Doch genauso wichtig wie der historische Rückblick sind die Themen, die das KOMMZ bis heute ausmachen. Musik, Kunst, Ausdruck und Bühnen finden ebenso ihren Platz wie die Menschen hinter den Kulissen. Denn wer das Fest kennt, weiß, dass sich seine Besonderheit kaum über das Programm erklären lässt. Sie entsteht nicht nur im Miteinander und der einmaligen Stimmung am Wochenende selbst. Die Basis dafür wird von den KOMMZlern schon viel früher geschaffen: Irgendwo zwischen Aufbauwoche, langen Diskussionen, improvisierten Lösungen und dem gemeinsamen Ziel und der Sicherheit, dass am Freitag alles fertig ist. Gerade diese Arbeitsweise zieht sich wie ein roter Faden durch die Chronik. Basisdemokratie klingt oft nach einem abstrakten Begriff, hier bedeutet sie vor allem Aushandeln. Ideen treffen aufeinander, Meinungen unterscheiden sich und nicht jede Entscheidung fällt leicht. Dass sich dabei über Jahrzehnte auch feste Strukturen entwickelt haben, wird im Buch ebenso ehrlich thematisiert wie die Frage, wie Mitglieder in der Gruppe Verantwortung übernehmen können. „Es ist wahnsinnig schwer, sich das am Anfang zuzutrauen“, erzählt Birgit Karl, eines der langjährigen Mitglieder. „Wer neu dazukommt, beobachtet zunächst viel, hört zu und sucht seinen Platz. Gleichzeitig lebt das KOMMZ genau davon, dass sich immer wieder Menschen einbringen und das Festival weiterentwickeln. Die Chronik verschweigt diese Spannungsfelder nicht, sondern macht sie zu einem Teil der Geschichte“, so David Seelmann, der selbst vor einigen Jahren zur Gruppe dazugestoßen ist.
KOMMZ 1976
Das Buch verliert dabei, wie das Festival selbst, nie seinen Charme und Humor. Zwischen historischen Entwicklungen finden sich Anekdoten, die heute fast unglaublich wirken. Von Weintransporten, die an der österreichischen Grenze beinahe als Schmuggel endeten, über versehentlich doppelt belegte Festivalgelände bis hin zu Geschichten, die wohl nur beim KOMMZ passieren konnten. Es sind genau diese kleinen Erinnerungen, die zeigen, dass Geschichte nicht nur aus großen Ereignissen besteht, sondern vor allem aus den Menschen, die sie erleben, prägen und weitergeben.

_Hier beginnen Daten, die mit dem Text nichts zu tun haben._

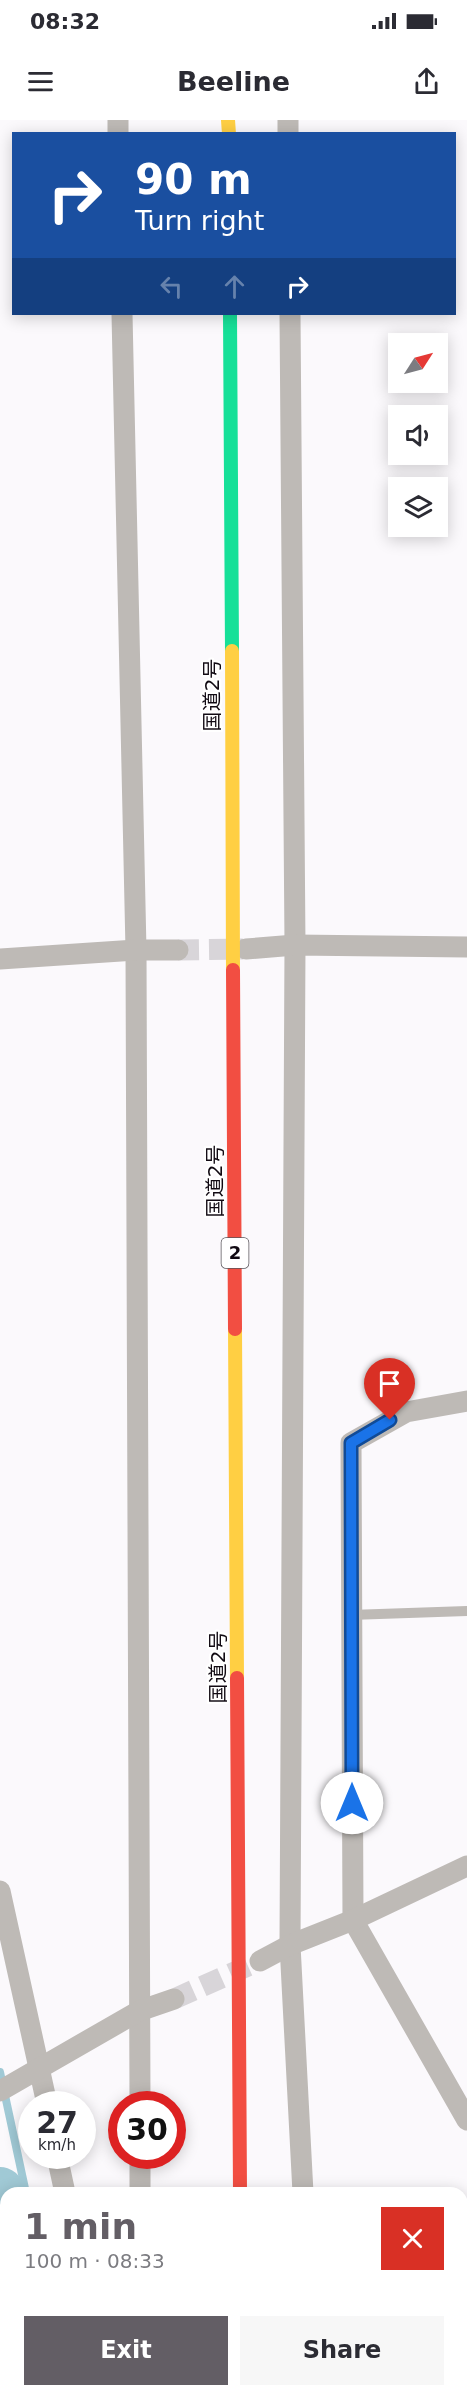 <!DOCTYPE html>
<html lang="en">
<head>
<meta charset="utf-8">
<style>
	:root { --surface:#fff; --page:#f7f7f7; --text:#2b2b33; --muted:#7c7c81; --accent:#635e65 }
	body { margin:0; font-family:"DejaVu Sans","Noto Sans JP",sans-serif; background:var(--page); color:var(--text); height:100vh; display:flex; flex-direction:column; font-size:22px; white-space:nowrap }
	* { box-sizing:border-box; margin:0 }
	p { font-size:20px; color:var(--muted) }
	.icon { flex:none; width:33px; height:33px; fill:none; stroke:currentColor; stroke-width:2; stroke-linecap:round; stroke-linejoin:round }
	.map { position:relative; flex:1; overflow:hidden }
	.panel { position:absolute; left:0px; top:2067px; width:468px; height:210px; display:flex; flex-direction:column; background:var(--surface); border-radius:18px 18px 0 0; box-shadow:0 3px 15px #0003 }
	.panel>* { flex:none }
	.hud { position:absolute; left:12px; top:12px; width:444px; height:183px; border-radius:0px; box-shadow:0 3px 15px #0003; background:#1a4fa0; color:#fff; overflow:hidden }
	.needle { width:39px; rotate:54deg }
	.fabs { position:absolute; left:388px; top:213px; display:grid; gap:12px }
	.fabs a { display:grid; place-items:center; width:60px; height:60px; border-radius:0px; background:var(--surface); box-shadow:0 3px 15px #0003; font-size:30px }
	.speed { position:absolute; left:18px; top:1971px; display:flex; gap:12px; font-size:30px; font-weight:700; text-align:center }
	.speed>* { display:grid; place-content:center; width:78px; height:78px; border-radius:50%; background:var(--surface); box-shadow:0 3px 15px #0003; line-height:1 }
	.speed small { font-size:15px; font-weight:400 }
	.speed .limit { border:9px solid #d22; background:#fff; color:#111 }
	.pin { position:absolute; display:grid; place-items:center; width:51px; height:51px; color:#fff; margin:-62px -26px; border-radius:50% 50% 50% 0; rotate:-45deg; box-shadow:0 0 6px #0007 }
	.pin .icon { rotate:45deg }
	.me { position:absolute; width:66px; margin:-33px; rotate:0deg; stroke-linejoin:round; filter:drop-shadow(0 0 4px #0008) }
	.turn { display:flex; align-items:center; gap:21px; height:126px; padding:0 24px; font-size:27px }
	.turn .icon { width:78px; height:78px; stroke-width:2.5 }
	.turn b { display:block; font-size:42px; line-height:51px }
	.lanes { display:flex; align-items:center; height:57px; padding:0 24px; background:#0003; justify-content:center; gap:30px; direction:ltr }
	.lanes .off { opacity:.35 }
	.round { display:grid; place-items:center; flex:none; width:63px; height:63px; border-radius:0px; background:var(--page) }
	.head { display:flex; align-items:center; justify-content:space-between; height:102px; padding:0 24px }
	h1 { font-size:36px; font-weight:600; line-height:45px; color:var(--accent) }
	.button { display:flex; gap:12px; margin-top:auto; padding:12px 24px }
	.button a { flex:1; height:69px; border-radius:0px; background:var(--accent); color:#fff; font-size:24px; font-weight:600; line-height:69px; text-align:center }
	.button a+a { background:var(--page); color:var(--text) }
	.status { display:flex; justify-content:space-between; align-items:center; height:42px; padding:0 30px; background:var(--surface); direction:ltr }
	.status svg { height:16px; fill:currentColor }
	header { display:flex; justify-content:space-between; align-items:center; height:78px; padding:0 24px; background:var(--surface); font-size:27px; font-weight:600 }
	.map>svg:first-child { display:block }
</style>
</head>
<body>
<div class="status"><b>08:32</b><svg viewBox="0 0 49 12"><path d="M0 12V9h3v3zM5 12V6h3v6zM10 12V3h3v9zM15 12V0h3v12zM26 1h20v11H26zM47 4h2v5h-2z"/></svg></div>
<header><svg class="icon" aria-label="menu" viewBox="0 0 24 24"><path d="M4 6h16M4 12h16M4 18h16"/></svg>Beeline<svg class="icon" aria-label="share" viewBox="0 0 24 24"><path d="M12 15V3M7 8l5-5 5 5M5 13v7h14v-7"/></svg></header>
<div class="map">
<svg width="467" height="2277" viewBox="0 0 467 2277">
	<rect width="100%" height="100%" fill="#fbf9fc"/>
	<g fill="none" stroke-linecap="round" stroke-linejoin="round">
		<polyline stroke="#a0c9d5" stroke-width="8" points="0,1952 26,2073"/>
		<g stroke="#a0c9d5" stroke-width="48">
			<polyline points="0,2071 6,2083"/>
			<polyline points="108,2271 111,2277"/>
		</g>
		<g stroke="#d8d5d9" stroke-width="21" stroke-dasharray="21 10" stroke-linecap="butt">
			<polyline points="178,830 243,829"/>
			<polyline points="174,1879 248,1846"/>
		</g>
		<polyline stroke="#bebab6" stroke-width="10" points="350,1495 467,1491"/>
		<g stroke="#bebab6" stroke-width="21">
			<polyline points="118,0 118,14"/>
			<polyline points="288,0 288,14"/>
			<polyline points="122,194 136,830 140,1984"/>
			<polyline points="290,194 295,825 290,1825 303,2073"/>
			<polyline points="246,829 295,825 467,827"/>
			<polyline points="0,839 136,830 178,830"/>
			<polyline points="467,1281 406,1292 351,1323 353,1800 467,2000"/>
			<polyline points="0,1771 47,1984"/>
			<polyline points="260,1841 290,1825 353,1800 467,1746"/>
			<polyline points="0,1971 139,1891 174,1879"/>
			<polyline points="57,2036 65,2073"/>
			<polyline points="140,2036 140,2073"/>
			<polyline points="0,2127 6,2139"/>
			<polyline points="70,2271 73,2277"/>
			<polyline points="166,2271 169,2277"/>
			<polyline points="313,2271 314,2277"/>
			<polyline points="141,2277 141,2271"/>
		</g>
		<polyline stroke="#16e098" stroke-width="14" points="230,194 232,531"/>
		<g stroke="#ffcf43" stroke-width="14">
			<polyline points="228,0 229,14"/>
			<polyline points="232,531 233,850"/>
			<polyline points="235,1209 237,1558"/>
			<polyline points="241,2271 241,2277"/>
		</g>
		<g stroke="#f24e42" stroke-width="14">
			<polyline points="233,850 235,1209"/>
			<polyline points="237,1558 240,2073"/>
		</g>
	</g>
	<g fill="none" stroke-linecap="round" stroke-linejoin="round">
		<g stroke="#114b97" stroke-width="15">
			<polyline id="route" points="352,1683 351,1323 390,1300"/>
		</g>
		<use href="#route" stroke="#1a73e8" stroke-width="10"/>
	</g>
	<g text-anchor="middle" stroke-width="4.5" stroke-linejoin="round" paint-order="stroke">
		<rect fill="#fff" stroke="#58545a" stroke-width="1.5" x="221.5" y="1118" width="27" height="30" rx="4.5"/>
		<g font-size="18" font-weight="bold" fill="#110a13">
			<text x="235" y="1139">2</text>
		</g>
		<g font-size="20" fill="#110a13" stroke="#fff">
			<text transform="translate(212 575) rotate(-90)" y="7">国道2号</text>
			<text transform="translate(215 1061) rotate(-90)" y="7">国道2号</text>
			<text transform="translate(218 1547) rotate(-90)" y="7">国道2号</text>
		</g>
	</g>
</svg>
<div class="fabs">
<a><svg class="needle" viewBox="-14 -14 28 28"><path d="M0-13l5 13h-10z" fill="#e53935"/><path d="M0 13l5-13h-10z" fill="#7c7c81"/></svg></a>
<a><svg class="icon" aria-label="sound" viewBox="0 0 24 24"><path d="M4 9h4l5-4v14l-5-4H4zM17 9q2 3 0 6"/></svg></a>
<a><svg class="icon" aria-label="layers" viewBox="0 0 24 24"><path d="M12 4l9 5-9 5-9-5zM3 14l9 5 9-5"/></svg></a>
</div>
<div class="speed"><div>27<small>km/h</small></div><div class="limit">30</div></div>
<div class="pin" style="left:390px;top:1300px;background:#d93025"><svg class="icon" aria-label="arrive" viewBox="0 0 24 24"><path d="M6 21V4h12l-3 4 3 4H6"/></svg></div>
<svg class="me" style="left:352px;top:1683px" viewBox="-20 -20 40 40"><circle r="19" fill="#fff"/><path d="M0-13L10 11 0 6-10 11z" fill="#1a73e8"/></svg>
<div class="hud">
<div class="turn"><svg class="icon" aria-label="right" viewBox="0 0 24 24"><path d="M7 20v-9h11M14 6l5 5-5 5"/></svg><div><b>90 m</b>Turn right</div></div>
<div class="lanes"><svg class="icon off" aria-label="left" viewBox="0 0 24 24"><path d="M17 20v-9H6M10 6l-5 5 5 5"/></svg><svg class="icon off" aria-label="ahead" viewBox="0 0 24 24"><path d="M12 20V5M6 11l6-6 6 6"/></svg><svg class="icon" aria-label="right" viewBox="0 0 24 24"><path d="M7 20v-9h11M14 6l5 5-5 5"/></svg></div>
</div>
<section class="panel">
<div class="head"><div><h1>1 min</h1><p>100 m · 08:33</p></div><a class="round" style="background:#d93025;color:#fff"><svg class="icon" aria-label="close" viewBox="0 0 24 24"><path d="M6 6l12 12M18 6L6 18"/></svg></a></div>
<div class="button"><a>Exit</a><a>Share</a></div>
</section>
</div>
</body>
</html>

Beim Lesen wird schnell deutlich, dass das KOMMZ nie nur ein Festival war. Über Jahrzehnte entstanden aus der Gruppe immer wieder neue Initiativen, kulturelle Projekte und politische Impulse für die Stadtgesellschaft. Viele Entwicklungen, die heute selbstverständlich wirken, wurden hier mitangestoßen oder begleitet. Gleichzeitig blieb der Kern stets derselbe: einen Ort zu schaffen, an dem Menschen unabhängig von Herkunft, Alter oder Lebensweise zusammenkommen können. Dass dieser Anspruch heute aktueller denn je ist, zieht sich ebenfalls durch die Gespräche für die Chronik. Gesellschaftlicher Zusammenhalt, demokratische Werte und kulturelle Vielfalt werden längst nicht mehr als Selbstverständlichkeit wahrgenommen. Umso wichtiger erscheint vielen Beteiligten ein Festival, das seit 50 Jahren zeigt, dass Gemeinschaft nicht einfach entsteht, sondern immer wieder neu gestaltet werden muss.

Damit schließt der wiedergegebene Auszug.